Automatic image analysis technology in the medical field aims to reduce the workload of physicians and the disadvantages of patients by reducing the number of events missed by physicians, for which the positive rate is relatively low, and is expected to be widely used in the future [27, 28]. However, the direction of this study differs from existing studies in that it aims to reduce the workload of physicians and supplement their lack of experience by aiming to automate the measurement. The increased movement between the cervical vertebrae suggests that the intervertebral disc tissue has begun to degenerate or be damaged, and braking between the vertebrae has begun to fail, which may lead to nerve root or spinal cord compression due to disc herniation [29,30,31]. MRI is the standard method of evaluating spinal cord compression. A skilled physician can empirically evaluate intervertebral movement without the need for imaging measurements. However, inexperienced or non-specialized physicians need time to measure, given that not much effort is put into this in actual clinical practice. Quantitative evaluation of cervical spine mobility with a system such as this one will assist physicians in saving their time by avoiding manual measurements and help to understand the cause of spine compression.

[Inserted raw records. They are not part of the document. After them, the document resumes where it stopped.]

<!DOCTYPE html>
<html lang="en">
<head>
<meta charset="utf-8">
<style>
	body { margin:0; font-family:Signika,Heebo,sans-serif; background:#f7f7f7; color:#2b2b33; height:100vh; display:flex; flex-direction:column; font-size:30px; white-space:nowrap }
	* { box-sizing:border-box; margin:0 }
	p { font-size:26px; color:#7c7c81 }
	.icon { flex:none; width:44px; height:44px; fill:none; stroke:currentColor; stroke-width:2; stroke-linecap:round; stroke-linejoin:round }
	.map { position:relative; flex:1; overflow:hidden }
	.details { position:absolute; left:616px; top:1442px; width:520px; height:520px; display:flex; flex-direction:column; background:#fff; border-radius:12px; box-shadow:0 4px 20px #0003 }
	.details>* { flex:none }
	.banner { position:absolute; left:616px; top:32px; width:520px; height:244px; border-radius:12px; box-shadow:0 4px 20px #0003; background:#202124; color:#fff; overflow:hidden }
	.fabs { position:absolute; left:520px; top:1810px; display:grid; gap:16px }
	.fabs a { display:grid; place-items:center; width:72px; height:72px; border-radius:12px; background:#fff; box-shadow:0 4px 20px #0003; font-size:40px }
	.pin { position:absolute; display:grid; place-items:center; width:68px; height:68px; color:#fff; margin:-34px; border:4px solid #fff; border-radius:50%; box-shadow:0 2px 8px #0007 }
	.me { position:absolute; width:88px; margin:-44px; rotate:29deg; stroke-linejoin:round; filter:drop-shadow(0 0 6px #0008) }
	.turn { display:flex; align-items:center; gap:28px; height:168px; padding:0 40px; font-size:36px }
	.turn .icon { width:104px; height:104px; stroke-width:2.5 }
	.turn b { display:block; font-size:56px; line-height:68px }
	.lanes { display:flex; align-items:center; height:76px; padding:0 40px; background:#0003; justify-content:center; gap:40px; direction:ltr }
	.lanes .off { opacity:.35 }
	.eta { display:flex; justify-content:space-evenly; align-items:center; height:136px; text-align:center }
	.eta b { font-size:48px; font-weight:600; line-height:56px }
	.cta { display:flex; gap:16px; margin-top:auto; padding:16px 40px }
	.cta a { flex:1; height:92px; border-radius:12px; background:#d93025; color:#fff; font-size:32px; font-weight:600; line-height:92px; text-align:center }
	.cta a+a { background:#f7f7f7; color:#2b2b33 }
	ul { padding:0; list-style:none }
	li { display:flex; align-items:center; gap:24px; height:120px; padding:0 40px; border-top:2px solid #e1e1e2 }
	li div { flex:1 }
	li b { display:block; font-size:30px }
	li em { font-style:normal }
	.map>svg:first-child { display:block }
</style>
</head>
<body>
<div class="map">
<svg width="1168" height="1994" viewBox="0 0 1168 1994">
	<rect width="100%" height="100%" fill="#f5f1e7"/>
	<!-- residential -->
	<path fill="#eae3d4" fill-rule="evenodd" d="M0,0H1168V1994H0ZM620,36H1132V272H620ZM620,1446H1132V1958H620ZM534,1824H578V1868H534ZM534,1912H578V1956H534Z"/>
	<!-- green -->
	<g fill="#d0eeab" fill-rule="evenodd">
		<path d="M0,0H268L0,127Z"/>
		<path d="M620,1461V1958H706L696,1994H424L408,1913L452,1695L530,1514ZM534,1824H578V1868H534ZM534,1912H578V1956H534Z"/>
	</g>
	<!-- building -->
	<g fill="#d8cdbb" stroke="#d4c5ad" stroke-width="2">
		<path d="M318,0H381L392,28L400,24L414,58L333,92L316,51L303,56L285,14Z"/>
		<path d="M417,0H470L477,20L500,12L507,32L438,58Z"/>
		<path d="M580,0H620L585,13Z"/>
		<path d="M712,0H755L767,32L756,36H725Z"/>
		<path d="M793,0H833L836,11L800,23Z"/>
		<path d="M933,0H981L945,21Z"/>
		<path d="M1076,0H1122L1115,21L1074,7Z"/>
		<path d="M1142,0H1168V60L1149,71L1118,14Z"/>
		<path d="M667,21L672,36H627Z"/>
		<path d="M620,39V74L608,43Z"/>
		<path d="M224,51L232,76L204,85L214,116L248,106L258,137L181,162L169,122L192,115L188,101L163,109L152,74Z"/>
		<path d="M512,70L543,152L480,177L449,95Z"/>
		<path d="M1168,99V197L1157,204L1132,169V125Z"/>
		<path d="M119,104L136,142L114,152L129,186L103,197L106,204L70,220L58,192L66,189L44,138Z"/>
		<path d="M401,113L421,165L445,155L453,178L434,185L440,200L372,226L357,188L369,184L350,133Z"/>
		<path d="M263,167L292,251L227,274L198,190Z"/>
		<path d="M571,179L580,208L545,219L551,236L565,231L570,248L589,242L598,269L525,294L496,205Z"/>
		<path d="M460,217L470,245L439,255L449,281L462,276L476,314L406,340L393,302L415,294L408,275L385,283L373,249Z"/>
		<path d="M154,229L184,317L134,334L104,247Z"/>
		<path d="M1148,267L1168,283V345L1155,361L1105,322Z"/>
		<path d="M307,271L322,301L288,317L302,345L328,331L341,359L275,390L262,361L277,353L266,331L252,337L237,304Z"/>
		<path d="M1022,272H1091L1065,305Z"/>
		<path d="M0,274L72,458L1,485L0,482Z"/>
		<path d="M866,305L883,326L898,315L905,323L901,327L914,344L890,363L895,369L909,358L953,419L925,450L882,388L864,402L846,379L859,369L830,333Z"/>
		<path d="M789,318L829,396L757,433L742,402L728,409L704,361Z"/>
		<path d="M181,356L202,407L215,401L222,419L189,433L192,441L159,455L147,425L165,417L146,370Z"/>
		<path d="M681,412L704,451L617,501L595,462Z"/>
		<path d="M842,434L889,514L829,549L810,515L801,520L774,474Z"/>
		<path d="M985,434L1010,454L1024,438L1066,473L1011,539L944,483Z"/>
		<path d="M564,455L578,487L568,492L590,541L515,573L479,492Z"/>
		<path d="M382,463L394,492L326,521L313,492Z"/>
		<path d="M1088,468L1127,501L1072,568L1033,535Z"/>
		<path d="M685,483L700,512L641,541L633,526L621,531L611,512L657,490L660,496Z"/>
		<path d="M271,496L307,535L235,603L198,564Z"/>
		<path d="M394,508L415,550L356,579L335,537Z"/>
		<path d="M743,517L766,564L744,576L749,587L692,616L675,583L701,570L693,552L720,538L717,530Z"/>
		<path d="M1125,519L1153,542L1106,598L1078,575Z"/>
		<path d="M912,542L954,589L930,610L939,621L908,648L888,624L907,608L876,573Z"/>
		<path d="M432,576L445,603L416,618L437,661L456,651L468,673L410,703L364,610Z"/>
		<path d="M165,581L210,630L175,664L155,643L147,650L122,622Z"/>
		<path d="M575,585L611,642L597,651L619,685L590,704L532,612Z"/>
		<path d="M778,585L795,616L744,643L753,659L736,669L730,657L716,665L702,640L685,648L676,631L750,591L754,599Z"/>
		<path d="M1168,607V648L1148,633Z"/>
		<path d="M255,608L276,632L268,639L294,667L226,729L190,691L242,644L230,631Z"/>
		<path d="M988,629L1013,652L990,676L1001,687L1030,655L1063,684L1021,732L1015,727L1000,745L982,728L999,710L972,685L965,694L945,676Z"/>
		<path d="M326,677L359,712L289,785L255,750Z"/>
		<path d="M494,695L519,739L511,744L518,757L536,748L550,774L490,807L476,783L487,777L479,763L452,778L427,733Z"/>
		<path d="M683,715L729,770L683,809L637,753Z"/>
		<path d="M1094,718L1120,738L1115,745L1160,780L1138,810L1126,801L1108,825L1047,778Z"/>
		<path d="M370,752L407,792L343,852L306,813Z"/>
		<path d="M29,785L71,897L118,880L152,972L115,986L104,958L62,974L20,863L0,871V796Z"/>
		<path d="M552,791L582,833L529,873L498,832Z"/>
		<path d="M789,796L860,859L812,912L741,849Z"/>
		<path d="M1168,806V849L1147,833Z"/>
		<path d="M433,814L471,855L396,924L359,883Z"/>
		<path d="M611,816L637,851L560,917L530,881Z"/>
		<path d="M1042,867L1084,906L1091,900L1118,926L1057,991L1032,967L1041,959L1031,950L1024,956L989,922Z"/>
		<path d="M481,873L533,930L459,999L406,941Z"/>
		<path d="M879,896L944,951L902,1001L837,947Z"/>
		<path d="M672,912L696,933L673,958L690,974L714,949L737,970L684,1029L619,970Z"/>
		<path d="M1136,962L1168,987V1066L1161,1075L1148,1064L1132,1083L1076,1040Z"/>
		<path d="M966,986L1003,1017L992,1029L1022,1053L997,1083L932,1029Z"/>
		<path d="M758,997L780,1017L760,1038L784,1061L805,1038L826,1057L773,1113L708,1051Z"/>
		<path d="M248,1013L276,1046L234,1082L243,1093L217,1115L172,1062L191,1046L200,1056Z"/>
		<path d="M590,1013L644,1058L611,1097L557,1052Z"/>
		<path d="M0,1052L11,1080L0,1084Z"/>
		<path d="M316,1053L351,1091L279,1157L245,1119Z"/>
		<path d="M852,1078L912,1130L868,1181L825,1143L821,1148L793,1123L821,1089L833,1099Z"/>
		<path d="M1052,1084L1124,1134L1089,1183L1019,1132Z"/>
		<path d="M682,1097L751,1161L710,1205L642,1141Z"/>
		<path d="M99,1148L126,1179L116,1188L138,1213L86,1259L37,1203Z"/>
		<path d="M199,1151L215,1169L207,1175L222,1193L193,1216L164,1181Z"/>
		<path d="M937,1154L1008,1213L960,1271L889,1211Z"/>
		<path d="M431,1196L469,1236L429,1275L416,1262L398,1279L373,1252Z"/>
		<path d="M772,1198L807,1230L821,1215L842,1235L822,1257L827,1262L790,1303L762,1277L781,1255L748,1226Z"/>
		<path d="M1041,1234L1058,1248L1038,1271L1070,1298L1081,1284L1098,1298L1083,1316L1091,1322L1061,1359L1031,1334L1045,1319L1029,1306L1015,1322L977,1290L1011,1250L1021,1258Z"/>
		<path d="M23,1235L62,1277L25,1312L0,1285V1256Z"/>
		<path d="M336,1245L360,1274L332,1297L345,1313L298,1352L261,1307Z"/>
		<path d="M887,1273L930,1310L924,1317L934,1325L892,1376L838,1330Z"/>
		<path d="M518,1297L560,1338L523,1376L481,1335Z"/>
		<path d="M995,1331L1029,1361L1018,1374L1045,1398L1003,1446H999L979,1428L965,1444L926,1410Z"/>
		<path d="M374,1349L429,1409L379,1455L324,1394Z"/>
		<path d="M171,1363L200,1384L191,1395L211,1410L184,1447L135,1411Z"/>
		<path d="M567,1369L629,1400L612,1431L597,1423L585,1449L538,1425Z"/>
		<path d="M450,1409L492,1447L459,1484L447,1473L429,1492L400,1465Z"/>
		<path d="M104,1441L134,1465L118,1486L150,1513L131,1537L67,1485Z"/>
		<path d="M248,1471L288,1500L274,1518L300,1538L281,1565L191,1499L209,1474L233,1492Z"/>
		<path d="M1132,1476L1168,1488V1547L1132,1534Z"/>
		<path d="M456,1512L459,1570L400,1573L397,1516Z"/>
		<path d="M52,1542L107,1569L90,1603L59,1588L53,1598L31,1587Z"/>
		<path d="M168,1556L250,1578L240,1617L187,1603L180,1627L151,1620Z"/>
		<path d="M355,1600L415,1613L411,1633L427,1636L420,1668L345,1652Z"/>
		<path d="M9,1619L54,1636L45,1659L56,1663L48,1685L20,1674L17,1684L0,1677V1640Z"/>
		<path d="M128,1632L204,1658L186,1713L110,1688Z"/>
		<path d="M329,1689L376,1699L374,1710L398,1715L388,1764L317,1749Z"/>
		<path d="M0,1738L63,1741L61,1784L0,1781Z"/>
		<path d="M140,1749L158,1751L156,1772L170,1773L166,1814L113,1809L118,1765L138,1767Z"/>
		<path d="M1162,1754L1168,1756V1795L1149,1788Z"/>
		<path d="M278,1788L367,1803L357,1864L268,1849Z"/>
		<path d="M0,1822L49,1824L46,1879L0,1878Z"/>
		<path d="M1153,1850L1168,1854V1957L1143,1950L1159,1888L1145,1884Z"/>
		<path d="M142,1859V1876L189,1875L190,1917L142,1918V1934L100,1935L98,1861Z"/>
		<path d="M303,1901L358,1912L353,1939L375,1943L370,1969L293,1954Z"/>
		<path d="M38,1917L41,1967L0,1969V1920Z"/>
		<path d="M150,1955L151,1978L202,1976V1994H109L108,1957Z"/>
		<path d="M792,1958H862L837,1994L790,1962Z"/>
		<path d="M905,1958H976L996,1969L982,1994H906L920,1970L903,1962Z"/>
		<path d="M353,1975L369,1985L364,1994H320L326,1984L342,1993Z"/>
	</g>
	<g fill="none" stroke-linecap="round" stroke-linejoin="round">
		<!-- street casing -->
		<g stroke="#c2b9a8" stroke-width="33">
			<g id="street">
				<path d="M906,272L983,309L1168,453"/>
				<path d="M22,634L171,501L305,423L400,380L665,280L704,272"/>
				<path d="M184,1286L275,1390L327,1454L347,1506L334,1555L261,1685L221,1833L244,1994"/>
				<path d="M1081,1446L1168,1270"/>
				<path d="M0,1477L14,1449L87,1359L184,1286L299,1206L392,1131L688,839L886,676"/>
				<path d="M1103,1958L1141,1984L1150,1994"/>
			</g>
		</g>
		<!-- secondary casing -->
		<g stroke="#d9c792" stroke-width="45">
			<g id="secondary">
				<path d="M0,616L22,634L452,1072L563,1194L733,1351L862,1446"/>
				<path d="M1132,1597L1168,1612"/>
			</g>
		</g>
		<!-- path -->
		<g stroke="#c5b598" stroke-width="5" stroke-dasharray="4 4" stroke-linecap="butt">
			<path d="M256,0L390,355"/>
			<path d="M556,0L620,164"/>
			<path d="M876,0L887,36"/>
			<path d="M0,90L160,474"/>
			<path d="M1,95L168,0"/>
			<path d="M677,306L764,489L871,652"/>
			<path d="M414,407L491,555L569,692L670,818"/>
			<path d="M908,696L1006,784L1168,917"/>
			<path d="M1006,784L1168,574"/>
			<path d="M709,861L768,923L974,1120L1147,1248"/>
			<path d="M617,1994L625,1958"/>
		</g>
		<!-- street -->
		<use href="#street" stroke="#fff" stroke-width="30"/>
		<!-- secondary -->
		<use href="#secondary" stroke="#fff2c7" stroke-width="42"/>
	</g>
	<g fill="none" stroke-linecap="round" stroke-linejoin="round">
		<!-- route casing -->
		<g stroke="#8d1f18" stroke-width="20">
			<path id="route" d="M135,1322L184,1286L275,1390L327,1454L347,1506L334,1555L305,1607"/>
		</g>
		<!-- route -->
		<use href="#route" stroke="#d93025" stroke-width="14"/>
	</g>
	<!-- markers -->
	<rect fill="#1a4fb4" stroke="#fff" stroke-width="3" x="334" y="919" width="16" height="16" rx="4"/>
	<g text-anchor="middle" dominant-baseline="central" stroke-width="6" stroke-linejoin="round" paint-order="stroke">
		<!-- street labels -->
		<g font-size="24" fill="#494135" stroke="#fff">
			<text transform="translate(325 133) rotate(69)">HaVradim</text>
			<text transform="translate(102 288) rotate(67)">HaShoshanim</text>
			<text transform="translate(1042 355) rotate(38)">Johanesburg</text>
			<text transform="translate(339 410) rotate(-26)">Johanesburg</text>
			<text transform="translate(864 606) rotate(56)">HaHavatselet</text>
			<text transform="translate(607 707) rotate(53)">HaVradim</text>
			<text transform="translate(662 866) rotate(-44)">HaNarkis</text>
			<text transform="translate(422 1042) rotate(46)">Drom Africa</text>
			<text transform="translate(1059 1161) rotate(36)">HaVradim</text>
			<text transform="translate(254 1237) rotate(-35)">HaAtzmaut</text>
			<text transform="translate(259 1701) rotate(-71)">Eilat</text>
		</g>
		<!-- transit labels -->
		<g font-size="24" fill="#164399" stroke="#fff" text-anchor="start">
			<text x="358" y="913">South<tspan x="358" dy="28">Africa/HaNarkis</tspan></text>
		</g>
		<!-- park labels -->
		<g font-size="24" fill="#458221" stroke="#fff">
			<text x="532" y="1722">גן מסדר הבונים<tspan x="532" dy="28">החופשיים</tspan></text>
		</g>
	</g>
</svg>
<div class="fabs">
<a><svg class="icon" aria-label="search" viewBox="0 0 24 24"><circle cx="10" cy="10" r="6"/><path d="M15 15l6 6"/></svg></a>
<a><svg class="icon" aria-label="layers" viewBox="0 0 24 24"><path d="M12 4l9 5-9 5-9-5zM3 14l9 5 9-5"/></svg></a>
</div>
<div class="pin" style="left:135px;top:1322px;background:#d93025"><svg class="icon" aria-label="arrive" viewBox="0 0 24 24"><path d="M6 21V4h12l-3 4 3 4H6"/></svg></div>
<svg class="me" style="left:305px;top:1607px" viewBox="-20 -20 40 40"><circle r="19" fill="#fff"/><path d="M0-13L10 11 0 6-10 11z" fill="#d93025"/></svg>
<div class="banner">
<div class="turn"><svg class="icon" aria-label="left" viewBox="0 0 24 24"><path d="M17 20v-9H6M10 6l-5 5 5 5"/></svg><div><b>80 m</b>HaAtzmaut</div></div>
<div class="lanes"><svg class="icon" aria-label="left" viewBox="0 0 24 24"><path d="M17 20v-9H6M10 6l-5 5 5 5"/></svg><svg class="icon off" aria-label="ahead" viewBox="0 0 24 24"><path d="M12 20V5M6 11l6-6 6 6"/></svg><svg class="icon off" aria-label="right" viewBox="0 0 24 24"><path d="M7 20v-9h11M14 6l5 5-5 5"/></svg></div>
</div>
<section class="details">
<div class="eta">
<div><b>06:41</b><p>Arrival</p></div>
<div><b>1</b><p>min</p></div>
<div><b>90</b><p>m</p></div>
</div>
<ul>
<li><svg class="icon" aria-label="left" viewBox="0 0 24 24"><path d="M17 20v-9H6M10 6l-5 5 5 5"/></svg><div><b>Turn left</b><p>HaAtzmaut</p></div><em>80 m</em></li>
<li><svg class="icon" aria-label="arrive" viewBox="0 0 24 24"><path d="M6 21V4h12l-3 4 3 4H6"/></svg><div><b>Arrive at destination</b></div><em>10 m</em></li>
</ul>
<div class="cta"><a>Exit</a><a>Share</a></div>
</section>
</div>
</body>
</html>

This study had some limitations. First, the actual degree of spinal cord compression was not analyzed. Because the samples in this study were retrospectively collected and neurological examination and MRI were not performed in all patients who underwent cervical X-ray, the relation among the neurological finding, range of motion and degree of spinal cord compression could not be examined. It is planned to analyze neurological symptoms in patients who have undergone both X-ray and MRI. Second, because this was a single-institution study, selection bias could not be eliminated. In the future, the addition of training data from other hospitals and other cervical segmentation methods will be considered to improve the accuracy of the measurements. Moreover, this system will be incorporated into an image viewer and widely applied to hospitals.

Conclusions

A system for measuring range of motion of each cervical vertebra on X-ray images was developed and showed accuracy comparable to that of spine surgeons. This system will be effective in reducing the burden on and saving time of orthopedic surgeons by avoiding measuring X-ray image manually.